So as a resident of the cluster of political nonsense known as the Balkans and a native Serbian speaker, I've spent my whole life talking to Croatians, Bosnians, and Montenegrins, watching their movies and TV shows, reading their books and similar stuff. The catch is, I don't speak Croatian, Bosnian or Montenegrin, or at least I don't think I do. I speak Serbian. I've never learned these languages, but as a Serbian speaker I understand them perfectly, and those people understand me. In fact, as a Serbian speaker from the north, I'm way more likely to understand a Croatian speaker from Zagreb or Slavonia than a fellow Serbian speaker from the deep south! How does that make any sense?!

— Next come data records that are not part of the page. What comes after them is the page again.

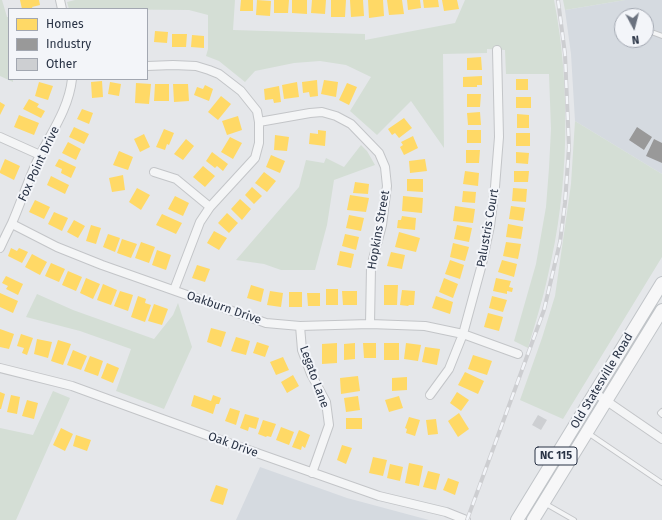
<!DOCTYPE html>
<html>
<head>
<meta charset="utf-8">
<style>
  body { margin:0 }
  #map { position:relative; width:662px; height:520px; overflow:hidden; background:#e5e7ea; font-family:"Fira Sans",sans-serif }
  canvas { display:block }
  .legend { position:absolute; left:8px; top:8px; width:140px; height:72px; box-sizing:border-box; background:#f3f5f9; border:1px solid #a2a7b1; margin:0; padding:5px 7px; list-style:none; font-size:12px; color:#293345 }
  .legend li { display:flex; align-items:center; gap:8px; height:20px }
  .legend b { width:20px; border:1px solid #a2a7b1 }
  .north { position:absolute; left:614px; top:8px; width:40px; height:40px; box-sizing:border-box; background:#f3f5f9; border:1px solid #a2a7b1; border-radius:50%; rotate:173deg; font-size:11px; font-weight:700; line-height:16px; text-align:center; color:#293345 }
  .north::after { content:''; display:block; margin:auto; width:14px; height:18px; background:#6b727f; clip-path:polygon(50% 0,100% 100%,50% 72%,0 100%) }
</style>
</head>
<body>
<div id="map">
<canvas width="662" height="520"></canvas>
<ul class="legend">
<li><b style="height:11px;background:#ffd966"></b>Homes</li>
<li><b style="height:11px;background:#999"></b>Industry</li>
<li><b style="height:11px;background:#cdcfd2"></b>Other</li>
</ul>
<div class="north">N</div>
</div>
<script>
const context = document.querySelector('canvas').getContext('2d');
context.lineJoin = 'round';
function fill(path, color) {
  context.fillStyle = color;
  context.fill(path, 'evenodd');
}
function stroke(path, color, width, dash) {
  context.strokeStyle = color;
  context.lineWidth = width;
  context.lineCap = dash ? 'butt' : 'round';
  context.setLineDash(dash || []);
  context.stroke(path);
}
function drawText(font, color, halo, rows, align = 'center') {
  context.font = font + ' "Fira Sans",sans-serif';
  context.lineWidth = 4;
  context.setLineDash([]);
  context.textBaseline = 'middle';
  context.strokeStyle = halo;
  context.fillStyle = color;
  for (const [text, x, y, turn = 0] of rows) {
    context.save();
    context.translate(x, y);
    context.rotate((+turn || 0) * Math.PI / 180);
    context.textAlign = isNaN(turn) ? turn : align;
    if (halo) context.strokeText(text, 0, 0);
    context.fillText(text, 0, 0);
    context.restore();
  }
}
fill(new Path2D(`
  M 625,0 L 662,0 L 662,174 L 575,121 L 571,54 L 565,10 ZM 622,16 L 646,16 L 646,40 L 622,40 Z
  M 260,467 L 347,498 L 429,520 L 236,520 Z`), '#d5dae0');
fill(new Path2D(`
  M 0,0 L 2,0 L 7,17 L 9,17 L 9,79 L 13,79 L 13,82 L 0,76 Z
  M 75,0 L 235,0 L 233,30 L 365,34 L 365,40 L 455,23 L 465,0 L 554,0 C 571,86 569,189 548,275 C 543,299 535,324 528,348 L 514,341 L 536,264 L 546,207 L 549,168 L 551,129 L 549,74 L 506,74 L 505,50 L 487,49 L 487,53 L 443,54 L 444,148 L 411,101 L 377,135 L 350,111 L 371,77 L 346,65 L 320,61 L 294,63 L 255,71 L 245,82 L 219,61 L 206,56 L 208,49 L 208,15 L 189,10 L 69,9 L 67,2 Z
  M 563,0 L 625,0 L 565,10 Z
  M 575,121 L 662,174 L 662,257 L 563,419 L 520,400 L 542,338 L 555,296 L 571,184 Z
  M 361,145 L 367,151 L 375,165 L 334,180 L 327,225 L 315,270 L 281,270 L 264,264 L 236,260 L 299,187 L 306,160 L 324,163 L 326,158 L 344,167 Z
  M 37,294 L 73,310 L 154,339 L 173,315 L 178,303 L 192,347 L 164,409 L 116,391 L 131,349 L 80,331 L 26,317 Z
  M 53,391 L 70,398 L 16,520 L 0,520 L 0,428 L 33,435 Z`), '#d4ded5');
fill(new Path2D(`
  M 20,0 L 39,0 L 40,5 L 32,7 L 33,9 L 22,9 Z
  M 241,0 L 253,0 L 253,11 L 240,11 Z
  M 257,0 L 271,1 L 270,16 L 256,15 Z
  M 274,0 L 289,0 L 288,13 L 274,13 Z
  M 292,0 L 307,0 L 307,14 L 292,13 Z
  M 312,0 L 326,0 L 325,14 L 311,13 Z
  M 331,0 L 346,0 L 345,17 L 331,17 Z
  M 350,0 L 363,0 L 364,16 L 351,17 Z
  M 368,0 L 383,0 L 384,16 L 369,18 Z
  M 387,0 L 402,0 L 404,14 L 389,15 Z
  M 407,0 L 420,0 L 421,8 L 408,10 Z
  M 423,0 L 438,0 L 439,7 L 424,8 Z
  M 442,0 L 457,0 L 459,9 L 444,11 Z
  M 155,31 L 168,32 L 167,43 L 154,42 Z
  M 172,34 L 187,34 L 186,47 L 172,47 Z
  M 192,35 L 204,36 L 204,48 L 191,47 Z
  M 481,57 L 482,70 L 467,70 L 467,58 Z
  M 482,76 L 482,85 L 477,85 L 477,87 L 463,87 L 463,77 Z
  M 516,79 L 528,79 L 528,90 L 516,90 Z
  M 317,80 L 318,96 L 310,97 L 309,92 L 303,93 L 302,82 Z
  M 324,80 L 338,82 L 336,97 L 321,94 Z
  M 102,81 L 103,97 L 92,98 L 91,82 Z
  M 39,82 L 53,86 L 48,100 L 35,96 Z
  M 110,82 L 121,84 L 119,96 L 108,94 Z
  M 297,82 L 299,97 L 284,99 L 282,85 Z
  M 136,83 L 151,84 L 149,104 L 135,103 Z
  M 347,83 L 357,87 L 349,105 L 339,100 Z
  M 155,84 L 169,84 L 169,101 L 154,101 Z
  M 173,84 L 188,84 L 189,101 L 174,102 Z
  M 205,85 L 213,89 L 209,101 L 194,95 L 197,87 L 203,89 Z
  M 279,86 L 281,102 L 274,103 L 273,99 L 265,100 L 264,89 Z
  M 467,94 L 481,94 L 480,107 L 467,107 Z
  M 221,96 L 231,104 L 218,120 L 208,112 Z
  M 516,97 L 531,97 L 531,108 L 516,108 Z
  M 29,99 L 39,104 L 37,107 L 45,111 L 41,118 L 23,109 Z
  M 0,102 L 5,105 L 0,115 Z
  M 82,109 L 93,113 L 89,124 L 77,119 Z
  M 480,112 L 481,125 L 468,125 L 467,113 Z
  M 517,114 L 529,115 L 529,128 L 517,128 Z
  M 19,115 L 39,123 L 34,135 L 14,127 Z
  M 238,116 L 242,130 L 227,135 L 222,121 Z
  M 404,118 L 412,128 L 399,138 L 395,133 L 392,135 L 388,129 Z
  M 74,127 L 89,134 L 84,144 L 69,137 Z
  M 164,129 L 174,133 L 169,145 L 167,144 L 165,150 L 156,147 Z
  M 318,130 L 326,131 L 325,146 L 309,144 L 310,133 L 318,134 Z
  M 467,130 L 481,130 L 481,143 L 467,143 Z
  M 516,133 L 530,133 L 530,146 L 516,146 Z
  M 144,134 L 150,147 L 140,152 L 134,139 Z
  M 275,135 L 289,137 L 287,151 L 274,150 Z
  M 413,136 L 418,148 L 404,155 L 400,147 L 403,145 L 401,142 Z
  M 230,137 L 242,143 L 233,159 L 221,152 Z
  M 186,139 L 194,146 L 183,160 L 174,154 Z
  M 68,142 L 81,149 L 76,160 L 62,153 Z
  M 466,150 L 480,150 L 479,163 L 466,163 Z
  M 119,151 L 133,157 L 128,170 L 113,165 Z
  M 212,152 L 228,164 L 223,171 L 217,166 L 215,168 L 206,161 Z
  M 516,152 L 529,153 L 528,164 L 516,163 Z
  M 271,155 L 285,161 L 280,173 L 266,167 Z
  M 5,159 L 20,166 L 14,180 L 0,173 L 0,171 Z
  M 59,159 L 76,167 L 71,178 L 61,173 L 62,169 L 55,166 Z
  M 425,159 L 427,171 L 410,173 L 409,161 Z
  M 203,166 L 215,176 L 205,187 L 193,177 Z
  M 465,171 L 479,173 L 478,186 L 463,184 Z
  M 514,171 L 529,171 L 528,182 L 514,182 Z
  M 264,172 L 276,181 L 267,192 L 255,183 Z
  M 123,175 L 125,190 L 112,192 L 109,178 Z
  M 51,176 L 69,185 L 65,194 L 47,185 Z
  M 407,179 L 423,179 L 423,192 L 407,191 Z
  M 355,182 L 369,184 L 368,194 L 353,193 Z
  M 252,187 L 262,196 L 254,204 L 245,195 Z
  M 137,188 L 150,195 L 141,210 L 129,202 Z
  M 513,188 L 527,189 L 526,202 L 512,201 Z
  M 463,191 L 476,192 L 475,203 L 462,202 Z
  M 350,195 L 369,198 L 366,212 L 347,210 Z
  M 175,196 L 189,203 L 183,216 L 168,209 Z
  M 403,196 L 423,198 L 422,213 L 402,211 Z
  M 240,199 L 251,209 L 242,220 L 231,209 Z
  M 35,200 L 50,207 L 44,219 L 29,212 Z
  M 455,206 L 475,209 L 473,223 L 453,221 Z
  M 511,206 L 525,208 L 523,221 L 509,219 Z
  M 54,212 L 68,218 L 62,231 L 48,224 Z
  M 227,213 L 238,223 L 229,233 L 218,223 Z
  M 162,214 L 182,223 L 176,234 L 156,225 Z
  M 349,215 L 364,218 L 361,231 L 346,228 Z
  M 402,216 L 416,218 L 415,230 L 397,228 L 398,220 L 401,220 Z
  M 74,220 L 85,226 L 78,238 L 67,232 Z
  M 508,224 L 523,227 L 521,239 L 506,237 Z
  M 91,225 L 101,228 L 96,244 L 86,241 Z
  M 457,225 L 472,228 L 469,242 L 454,239 Z
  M 214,231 L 227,238 L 219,250 L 207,243 Z
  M 399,232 L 420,238 L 416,252 L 395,247 Z
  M 108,234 L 120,238 L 115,252 L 103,247 Z
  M 345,234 L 359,237 L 356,250 L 342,246 Z
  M 122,239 L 137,244 L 131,258 L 117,253 Z
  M 141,242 L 155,247 L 149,263 L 135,258 Z
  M 506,242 L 521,244 L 518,259 L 503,256 Z
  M 453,243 L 469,247 L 465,261 L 450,257 Z
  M 11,248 L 17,251 L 19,248 L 28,252 L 22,263 L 8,256 Z
  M 157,250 L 171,255 L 166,270 L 152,265 Z
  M 340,251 L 354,254 L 351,268 L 337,265 Z
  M 391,252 L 405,255 L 402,269 L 387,266 Z
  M 32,254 L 47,262 L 40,275 L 25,267 Z
  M 450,260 L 464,265 L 460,279 L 445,274 Z
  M 502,260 L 517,264 L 514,277 L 498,272 Z
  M 51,263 L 65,269 L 59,282 L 45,276 Z
  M 197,265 L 210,269 L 205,282 L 192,278 Z
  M 68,271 L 82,277 L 76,291 L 62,285 Z
  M 6,276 L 23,284 L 18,295 L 6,289 L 8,286 L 2,283 Z
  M 86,278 L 100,284 L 93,299 L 80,293 Z
  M 444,278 L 458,284 L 453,298 L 439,292 Z
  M 496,278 L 511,281 L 509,287 L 513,288 L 512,292 L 507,291 L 507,294 L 493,291 Z
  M 103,284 L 117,290 L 111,305 L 97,300 Z
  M 251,285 L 264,289 L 261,302 L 247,298 Z
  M 384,285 L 398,285 L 397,305 L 384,305 Z
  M 326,289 L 338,289 L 338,305 L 326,305 Z
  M 402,290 L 415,291 L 414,305 L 409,305 L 408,306 L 400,305 Z
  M 120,291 L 133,295 L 128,311 L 114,306 Z
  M 270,291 L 283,293 L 281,307 L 267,305 Z
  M 342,291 L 357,291 L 357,305 L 343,305 Z
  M 289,292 L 302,292 L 302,307 L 289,307 Z
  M 0,293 L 18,301 L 13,313 L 0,307 Z
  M 307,293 L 320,293 L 320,306 L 308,306 Z
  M 138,296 L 146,299 L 145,303 L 151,305 L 145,322 L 131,317 Z
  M 436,296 L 453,302 L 450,314 L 432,308 Z
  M 492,296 L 507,300 L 503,312 L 489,308 Z
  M 154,304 L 168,309 L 162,325 L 148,321 Z
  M 488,313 L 503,317 L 499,331 L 484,327 Z
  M 211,328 L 226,332 L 221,347 L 207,342 Z
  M 0,329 L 14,334 L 9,349 L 0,347 Z
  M 21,334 L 33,338 L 27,355 L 22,353 L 24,348 L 17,346 Z
  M 236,337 L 250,341 L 246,355 L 231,351 Z
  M 37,339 L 52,342 L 48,358 L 34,354 Z
  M 58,340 L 71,344 L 63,365 L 51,361 Z
  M 257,342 L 269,346 L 265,357 L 253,353 Z
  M 337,343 L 337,363 L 322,364 L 322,344 Z
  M 355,343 L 355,359 L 344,360 L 344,344 Z
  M 363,343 L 376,343 L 376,358 L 364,358 Z
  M 384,343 L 399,343 L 399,360 L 384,360 Z
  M 406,343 L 421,345 L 418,361 L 404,359 Z
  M 425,347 L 440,349 L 437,365 L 422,362 Z
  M 73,350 L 87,356 L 81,370 L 67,365 Z
  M 473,355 L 492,361 L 487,375 L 468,369 Z
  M 90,356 L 103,361 L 98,376 L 84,371 Z
  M 283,357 L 289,370 L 276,375 L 270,362 Z
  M 107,363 L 119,368 L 113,383 L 101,378 Z
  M 465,372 L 484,381 L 478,394 L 458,385 Z
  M 293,375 L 299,386 L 287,393 L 281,382 Z
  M 358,376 L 360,391 L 341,394 L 340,378 Z
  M 407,377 L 407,390 L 392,391 L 392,378 Z
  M 0,392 L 5,394 L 1,409 L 0,409 Z
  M 457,392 L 469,400 L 461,411 L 450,403 Z
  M 11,395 L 20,397 L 17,414 L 7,412 Z
  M 194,395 L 211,401 L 213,395 L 221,398 L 219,404 L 216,404 L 213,414 L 191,406 Z
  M 358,396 L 360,410 L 346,412 L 344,398 Z
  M 399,396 L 403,408 L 389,412 L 385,400 Z
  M 27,400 L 38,403 L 34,419 L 22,416 Z
  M 230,408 L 240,411 L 236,425 L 225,421 Z
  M 459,413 L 469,429 L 458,437 L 448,421 Z
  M 245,414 L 259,418 L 256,429 L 249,427 L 248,431 L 240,428 Z
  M 409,417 L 420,420 L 415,436 L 406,433 L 407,429 L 405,428 Z
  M 346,418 L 362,418 L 362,429 L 346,429 Z
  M 436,419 L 438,434 L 428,435 L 426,420 Z
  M 263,420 L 276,424 L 271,437 L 267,436 L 266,437 L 258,434 Z
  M 281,427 L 294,432 L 289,445 L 276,440 Z
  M 61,428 L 73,434 L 65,451 L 53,445 Z
  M 299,430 L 310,435 L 305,448 L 302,446 L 301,450 L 292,447 Z
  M 76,435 L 91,440 L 87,451 L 73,446 Z
  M 342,445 L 352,448 L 346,464 L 337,460 Z
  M 373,457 L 387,460 L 383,476 L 369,473 Z
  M 409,463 L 423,466 L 419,486 L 405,483 Z
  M 390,464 L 403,467 L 400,481 L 387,478 Z
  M 428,471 L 440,474 L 436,490 L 423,487 Z
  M 448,478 L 459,482 L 455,495 L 443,490 Z
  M 216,485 L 228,489 L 223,505 L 210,501 Z`), '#ffd966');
fill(new Path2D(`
  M 637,127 L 652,137 L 644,150 L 629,140 Z
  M 654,139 L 662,143 L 662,163 L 646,156 Z`), '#999');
fill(new Path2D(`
  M 538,415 L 547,420 L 541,430 L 532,425 Z`), '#cdcfd2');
const lane = new Path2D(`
  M 646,30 L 662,36
  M 662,411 L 660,413 L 662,415
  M 588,433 L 662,483
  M 546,504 L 574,520`);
const street = new Path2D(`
  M 60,0 L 62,9
  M 147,66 L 173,65 L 196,66 L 209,70 L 219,74 L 241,91 L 257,111 L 259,122 L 259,143 L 255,158 L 210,207 L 200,222 L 174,290
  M 259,122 L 310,113 L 322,112 L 336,116 L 351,124 L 379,153 L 385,167 L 387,186 L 382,225 L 371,267 L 370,324
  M 0,137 L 40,155
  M 154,172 L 176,179 L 210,207
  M 12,224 L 57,247 L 102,265 L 266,323 L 300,326 L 370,324 L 425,326 L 463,334 L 518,354
  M 0,248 C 4,239 8,231 12,223 C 22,200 29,177 40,155 C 53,130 69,107 72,79
  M 300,326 L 302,350 L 311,374 L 326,402 L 329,425 L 312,473
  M 0,368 L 72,386 L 220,440 L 379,496 L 446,512 L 466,520
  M 595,393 L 662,439
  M 430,395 L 449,369 L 463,334 L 482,264 L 490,226 L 495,187 L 499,137 L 497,50`);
const primary = new Path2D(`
  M 517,520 L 662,283
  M 533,520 L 662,310`);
stroke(lane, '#c3c5c8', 6);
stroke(street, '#c3c5c8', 10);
stroke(primary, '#c0c4c8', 14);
stroke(lane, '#f4f5f6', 4);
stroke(street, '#f4f5f6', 8);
stroke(primary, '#f7f7f8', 12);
const rail = new Path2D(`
  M 467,520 L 544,310 L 560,242 L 565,203 L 569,147 L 565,54 L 558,0`);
stroke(rail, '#cdced1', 4);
stroke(rail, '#f3f5f9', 2.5, [8]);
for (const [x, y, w] of [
  [556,456,42]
]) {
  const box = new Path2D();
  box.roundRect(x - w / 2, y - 9, w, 18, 3);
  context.fillStyle = '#f3f5f9';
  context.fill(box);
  stroke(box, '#293345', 1);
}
drawText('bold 11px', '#293345', null, [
  ["NC 115",556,456]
]);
drawText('12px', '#293345', '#f3f5f9', [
  ["Fox Point Drive",39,164,-65],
  ["Palustris Court",488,228,-80],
  ["Hopkins Street",379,230,-80],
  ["Oakburn Drive",224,308,19],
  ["Legato Lane",314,377,70],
  ["Old Statesville Road",602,381,-59],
  ["Oak Drive",233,445,20]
]);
</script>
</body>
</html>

I've spent all my childhood wondering why these languages are considered separate, when they are nearly exactly the same. Now I understand that in this exact example politics have made irreversible change to the language family, but there is a ton of examples of very intelligible languages being named separately, and some official "dialects" of one language being very tough to understand for standard or different dialect speakers of that same language. For example, why is Venetian a separate language to Italian or Galician to Spanish, but Swiss German and Latin American Spanish are just dialects of German and Spanish? Why are a Moroccan and an Iraqi both native speakers Arabic, if they are likely to have pretty significant difficulties talking to each other due to how different their dialects are?
What do you think? Do you sometimes disagree with the official definitions? To be honest, to me Serbian, Croatian, Bosnian and Montenegrin will always be the same language, even if they are spoken by different nations. Where do you draw the line on what you consider a language or a dialect?